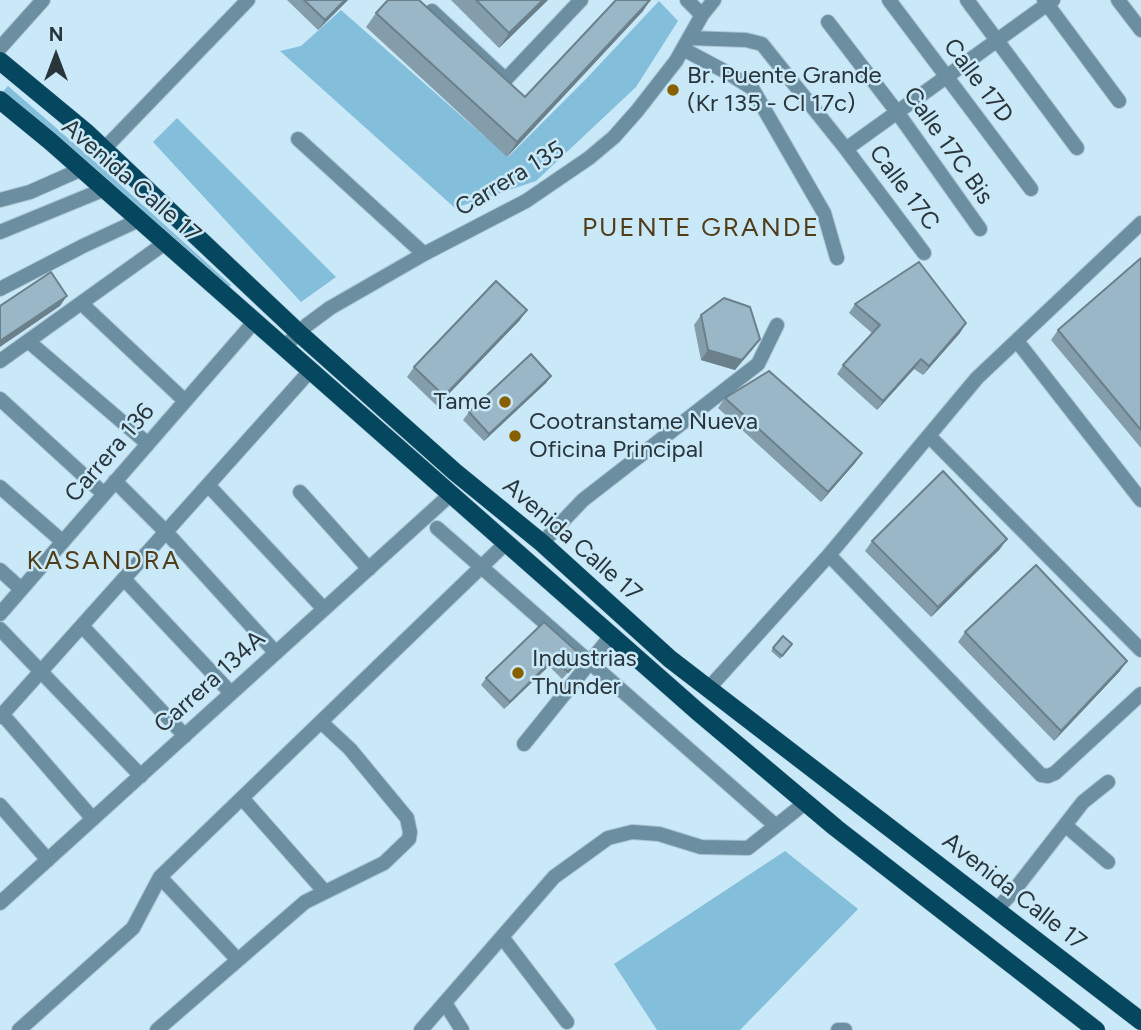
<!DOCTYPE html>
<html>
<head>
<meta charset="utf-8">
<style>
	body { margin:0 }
	#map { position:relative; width:1141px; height:1030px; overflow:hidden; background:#c9e8f8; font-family:Figtree,sans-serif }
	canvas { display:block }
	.north { position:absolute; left:21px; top:21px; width:70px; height:70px; -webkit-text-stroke:5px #c9e8f8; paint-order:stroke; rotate:0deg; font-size:19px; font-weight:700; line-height:28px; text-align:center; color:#29353b }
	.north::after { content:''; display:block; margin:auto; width:24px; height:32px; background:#29353b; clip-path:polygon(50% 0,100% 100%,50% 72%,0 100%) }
</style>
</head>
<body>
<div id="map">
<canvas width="1141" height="1030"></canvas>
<div class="north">N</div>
</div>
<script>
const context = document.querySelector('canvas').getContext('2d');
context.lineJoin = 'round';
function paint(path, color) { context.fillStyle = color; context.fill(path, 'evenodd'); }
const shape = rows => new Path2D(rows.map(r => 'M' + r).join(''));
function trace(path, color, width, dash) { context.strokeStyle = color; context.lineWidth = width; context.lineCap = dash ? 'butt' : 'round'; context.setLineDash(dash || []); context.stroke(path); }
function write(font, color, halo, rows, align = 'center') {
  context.font = font + ' Figtree,sans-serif'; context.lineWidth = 5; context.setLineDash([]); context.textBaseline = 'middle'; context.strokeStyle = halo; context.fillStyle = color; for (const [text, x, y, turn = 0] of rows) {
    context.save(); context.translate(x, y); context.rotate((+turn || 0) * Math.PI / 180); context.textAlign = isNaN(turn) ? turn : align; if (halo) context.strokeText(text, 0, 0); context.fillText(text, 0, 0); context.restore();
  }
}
paint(shape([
	[659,1,678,21,636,87,536,181,455,208,280,51,301,46,341,10,508,157,586,79],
	[8,86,102,168,231,285,227,290,0,95],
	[177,118,336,277,301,302,153,142],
	[785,851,858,909,740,1030,657,1030,614,964]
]), '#83bedb');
const minor = shape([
	[687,0,702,15],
	[889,0,1031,189],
	[967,0,1077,148],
	[1044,0,1119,101],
	[1118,0,1141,30],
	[432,11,504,78,507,78,581,0],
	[828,22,897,112,980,229],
	[689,38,746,40,762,44,846,149,924,253],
	[0,48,43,0],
	[683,49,728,73,752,88,824,213,837,258],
	[298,139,424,254],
	[104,149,248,0],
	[846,149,1053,0],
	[0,200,30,192,82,169],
	[0,232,105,189],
	[0,289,83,246,139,220],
	[81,303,185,401],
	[28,341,148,444],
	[1017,341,1141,500],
	[283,348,307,325,330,308,424,254,526,201,589,158,614,137,637,111,676,61,702,15,714,0],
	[0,361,165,243],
	[0,399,104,494],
	[929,436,1141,650],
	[115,481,166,532,276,653],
	[208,485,324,609],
	[0,487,63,542],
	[300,492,369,569],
	[437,528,776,826],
	[542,543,583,500,758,364,777,325],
	[829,555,1041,775,1048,776,1055,773,1141,694],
	[0,570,21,589],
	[124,579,231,693],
	[0,614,254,322],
	[82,626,185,736],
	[0,629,141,776],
	[708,689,829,555,977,378,1141,223],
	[3,715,93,819],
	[0,717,310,371],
	[524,744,611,636],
	[242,798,325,892],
	[0,805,48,860],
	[1065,825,1108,862],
	[160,877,238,960],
	[0,903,451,494],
	[997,909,1012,893,1083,802,1108,782],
	[502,937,567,1022],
	[445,1003,462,1030],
	[19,1030,133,928,160,877,506,543],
	[157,1030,305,902,384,863,409,839,410,832,407,818,350,749,321,722],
	[421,1030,554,877,608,838,632,832,659,834,701,847,748,848,805,803],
	[838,1030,845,1030]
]);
const major = shape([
	[0,61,87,133,299,333,455,472,542,543,670,659,1141,1021],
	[0,100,50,141,697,711,836,828,1096,1030]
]);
trace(minor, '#a9c4d2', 16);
trace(major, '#a9c4d2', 19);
trace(minor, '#6b8ea0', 14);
trace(major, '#064760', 18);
paint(shape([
	[287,0,348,0,318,30],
	[451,0,548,0,499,48],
	[616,0,650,0,643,11,507,157,366,27,376,13,525,97],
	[1141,258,1141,448,1051,340,1058,330],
	[855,304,960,333,923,375,914,369,877,410,837,374,843,365,872,333,849,313],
	[701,315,753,349,735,370,701,360,694,325],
	[520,320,437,406,407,377,414,367],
	[551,376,546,383,484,441,463,420,469,412],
	[725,398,862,453,855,463,821,502,718,408],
	[872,541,1000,549,931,617,865,551],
	[544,622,577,663,562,679,549,666,504,709,481,685,486,678],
	[965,632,1120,671,1054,741,958,642],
	[783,636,792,644,780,659,771,651]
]), '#849daa');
paint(shape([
	[345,0,348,0,318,30,325,20],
	[543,0,548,0,499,48,509,33],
	[650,0,643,11,507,157,517,142],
	[67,296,60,306,0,347,0,341],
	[527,310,520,320,437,406,444,396],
	[966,323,960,333,923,375,929,366],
	[760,339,735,370,701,360,708,350],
	[921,359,914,369,877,410,883,401],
	[551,376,546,383,484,441,489,434],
	[862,453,855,463,821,502,828,492],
	[1007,539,1000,549,931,617,938,607],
	[554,658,549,666,504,709,510,702],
	[1127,661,1120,671,1054,741,1061,731]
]), '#6b808b');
const building = shape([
	[304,0,345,0,325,20,304,0],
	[388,0,419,0,525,97,616,0,650,0,517,142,376,13,388,0],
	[476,0,543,0,509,33,476,0],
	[1141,258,1141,430,1058,330,1141,258],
	[919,262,966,323,929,366,921,359,883,401,843,365,880,325,855,304,919,262],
	[51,272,67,296,0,341,0,306,51,272],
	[496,281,527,310,444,396,414,367,496,281],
	[724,298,750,307,760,339,742,360,708,350,701,315,724,298],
	[531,354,551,376,489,434,469,412,531,354],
	[769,371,862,453,828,492,725,398,769,371],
	[943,471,1007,539,938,607,872,541,943,471],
	[1036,565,1127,661,1061,731,965,632,1036,565],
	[544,622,582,656,568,672,554,658,510,702,486,678,544,622],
	[783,636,792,644,782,656,773,648,783,636]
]);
paint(building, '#99b7c6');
trace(building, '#6b808b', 2);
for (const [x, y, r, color] of [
	[673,90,7,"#886000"],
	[505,402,7,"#886000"],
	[515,436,7,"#886000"],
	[518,673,7,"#886000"]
]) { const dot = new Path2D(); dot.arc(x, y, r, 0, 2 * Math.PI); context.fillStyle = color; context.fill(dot); trace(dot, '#c9e8f8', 2.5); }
write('24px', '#29353b', '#c9e8f8', [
	["Br. Puente Grande",687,76],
	["(Kr 135 - Cl 17c)",687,104],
	["Tame",491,402,"right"],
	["Cootranstame Nueva",529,422],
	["Oficina Principal",529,450],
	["Industrias",532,659],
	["Thunder",532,687]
], 'left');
write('24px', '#29353b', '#c9e8f8', [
	["Calle 17D",978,81,53],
	["Calle 17C Bis",948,146,55],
	["Carrera 135",510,179,-31],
	["Avenida Calle 17",131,181,41],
	["Calle 17C",904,188,53],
	["Carrera 136",110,453,-49],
	["Avenida Calle 17",572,540,41],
	["Carrera 134A",210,682,-42],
	["Avenida Calle 17",1014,892,38]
]);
context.letterSpacing = '2px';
write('26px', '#513d18', '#c9e8f8', [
	["PUENTE GRANDE",701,228],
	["KASANDRA",104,561]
]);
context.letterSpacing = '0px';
</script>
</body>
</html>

------------------------------------------------

* _Exercise_: Repeat exactly the lines from the start of the entries down to the line with "function paint(path, color)", keeping both ends but none of the pictures.

* _Response to the exercise_:
<!DOCTYPE html>
<html>
<head>
<meta charset="utf-8">
<style>
	body { margin:0 }
	#map { position:relative; width:1141px; height:1030px; overflow:hidden; background:#c9e8f8; font-family:Figtree,sans-serif }
	canvas { display:block }
	.north { position:absolute; left:21px; top:21px; width:70px; height:70px; -webkit-text-stroke:5px #c9e8f8; paint-order:stroke; rotate:0deg; font-size:19px; font-weight:700; line-height:28px; text-align:center; color:#29353b }
	.north::after { content:''; display:block; margin:auto; width:24px; height:32px; background:#29353b; clip-path:polygon(50% 0,100% 100%,50% 72%,0 100%) }
</style>
</head>
<body>
<div id="map">
<canvas width="1141" height="1030"></canvas>
<div class="north">N</div>
</div>
<script>
const context = document.querySelector('canvas').getContext('2d');
context.lineJoin = 'round';
function paint(path, color) { context.fillStyle = color; context.fill(path, 'evenodd'); }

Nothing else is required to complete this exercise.